Samedi 15 Décembre, 2018

La Colombie, entre l’épée et le mur!

A propos du second tour de l’élection présidentielle de la Colombie, ce dimanche 17 juin 2018.

On parle aujourd'hui en Colombie de polarisation; de conflits d'intérêts, de la haine entre classes sociales opposées, abîme des riches et des pauvres. Cependant, il y a un problème plus immédiat; que faire du désintérêt du public à exercer  son droit constitutionnel d'élire le nouveau chef de l'État?

Pour comprendre cet état lamentable d'apathie démocratique, cet état de non-participation citoyenne (47% d’abstention au premier tour), nous devons retourner à la Colombie de 1948. Pour cette année-là, clé dans l'histoire du XXe siècle en Colombie, tombe, meurt, le leader social  de plus grande projection, Jorge Eliecer Gaitán. Le décès  de ce leader social a occasionné une période de violence orageuse qui a duré plus d'un demi-siècle et fait environ 400 000 morts. Les théoriciens sociaux ont essayé d'expliquer cet événement comme le résultat presque normal des mauvais comptes des deux partis au pouvoir; le Parti libéral et le Parti conservateur.

Mais il y avait un  problème non résolu: la marginalisation de la paysannerie et les secteurs progressistes des travailleurs qui réclamaient leur participation aux affaires publiques, aux jeux politiques. Alors que la classe politique, ivre de pouvoir, de ces jours aux nôtres, ne comprenait pas son rôle de dirigeants, et commençait à systématiser la torture et la violence d'Etat en tant que programme de gouvernement. 

C’est le cas du général  Gustavo Rojas Pinilla qui a pris le pouvoir le 13 juin 1953 dans la frénésie du peuple. Il va être renversé le 9 mai 1957 après s’être lancé dans la même dynamique de répression de ses prédécesseurs.

Lorsqu'un chef d'État néglige la demande de son peuple d'être entendu, il creuse sa propre fosse. Ces hommes, puissants dans leur pouvoir, se sentaient possédés par les boissons sucrées que produit la grandeur, mais ils ne mâchaient pas bien les plats biens servis qu'apporte l'exercice de l'administration d'Etat, et ils se trouvaient dans une impasse qui les a conduits à défier et à anéantir les paysans qui, à ce moment-là, maniaient bien  les armes. D’où la naissance des Forces armées révolutionnaires Colombienne (FARC) en 1964  qui va être converties en parti politique sous le même acronyme après l’accord de paix de 2016.

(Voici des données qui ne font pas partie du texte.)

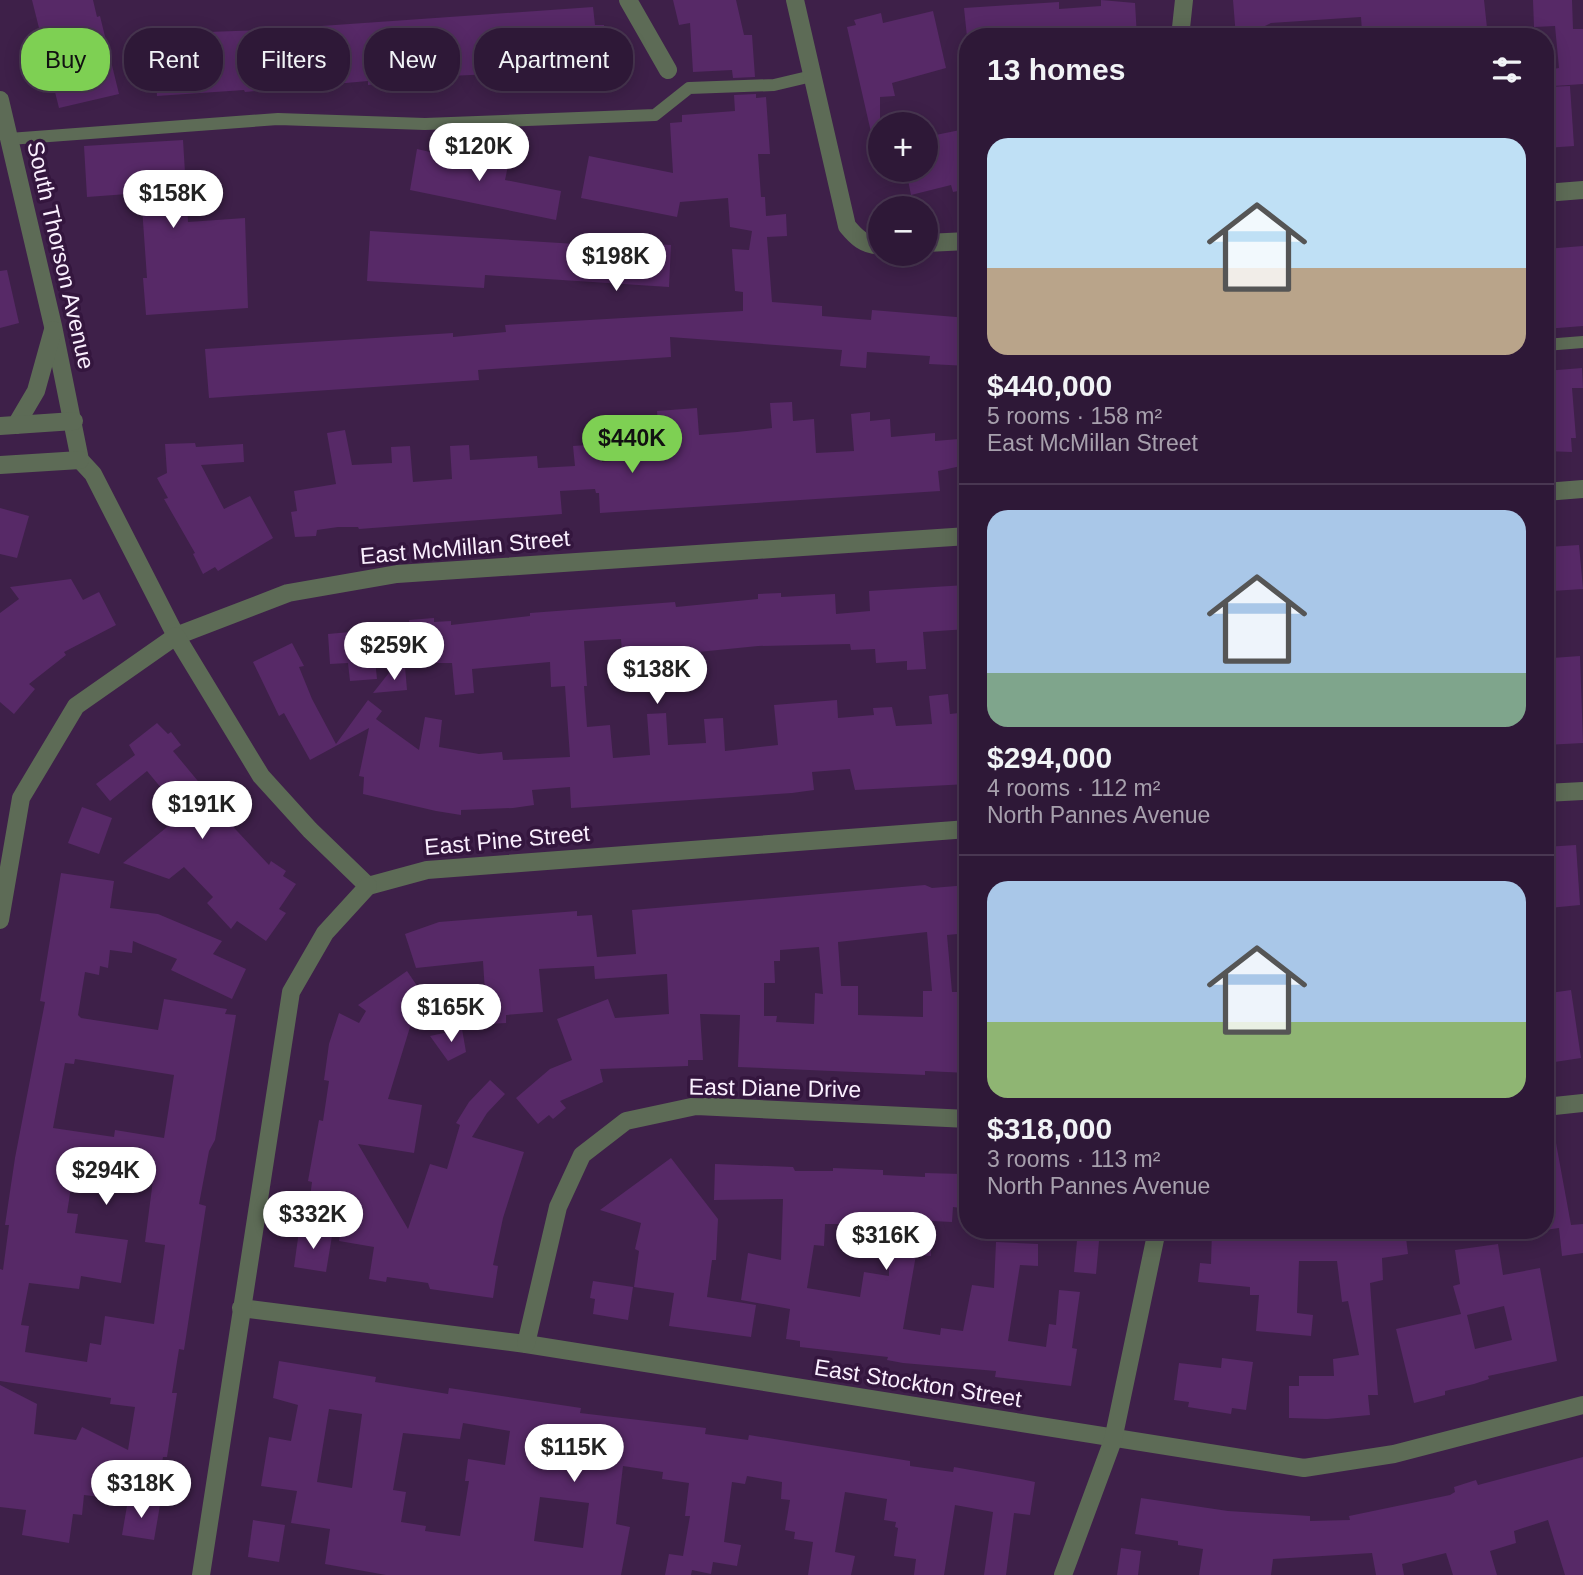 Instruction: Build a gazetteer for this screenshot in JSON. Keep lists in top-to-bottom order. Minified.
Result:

Dans le pays qu’est la Colombie, le chef d'État doit comprendre que le pouvoir est pour le service public et de bonnes relations avec le secteur privé. Sinon il est perdu, ou sa période d'homme d'État ne prendra pas fin, s'il gagne ce titre.

Cela s'est passé en Colombie tout au long de la seconde moitié du XXe siècle. La paysannerie armée, avec des secteurs progressistes des travailleurs, et les étudiants de plus grande projection, ont fait la guerre à l'État jusqu'aux «Accords de La Havane», Cuba, dans l'histoire la plus immédiate.

Le duel de ce dimanche (deuxième tour de l’élection présidentielle) est entre Iván Duque qui a obtenu 31,9% des bulletins de votes des colombiens au premier tour du scrutin  du 27 mai dernier, représentant du secteur de droite, et Gustavo Petro qui lui-même a obtenu 25,1% des votes, du secteur de la gauche.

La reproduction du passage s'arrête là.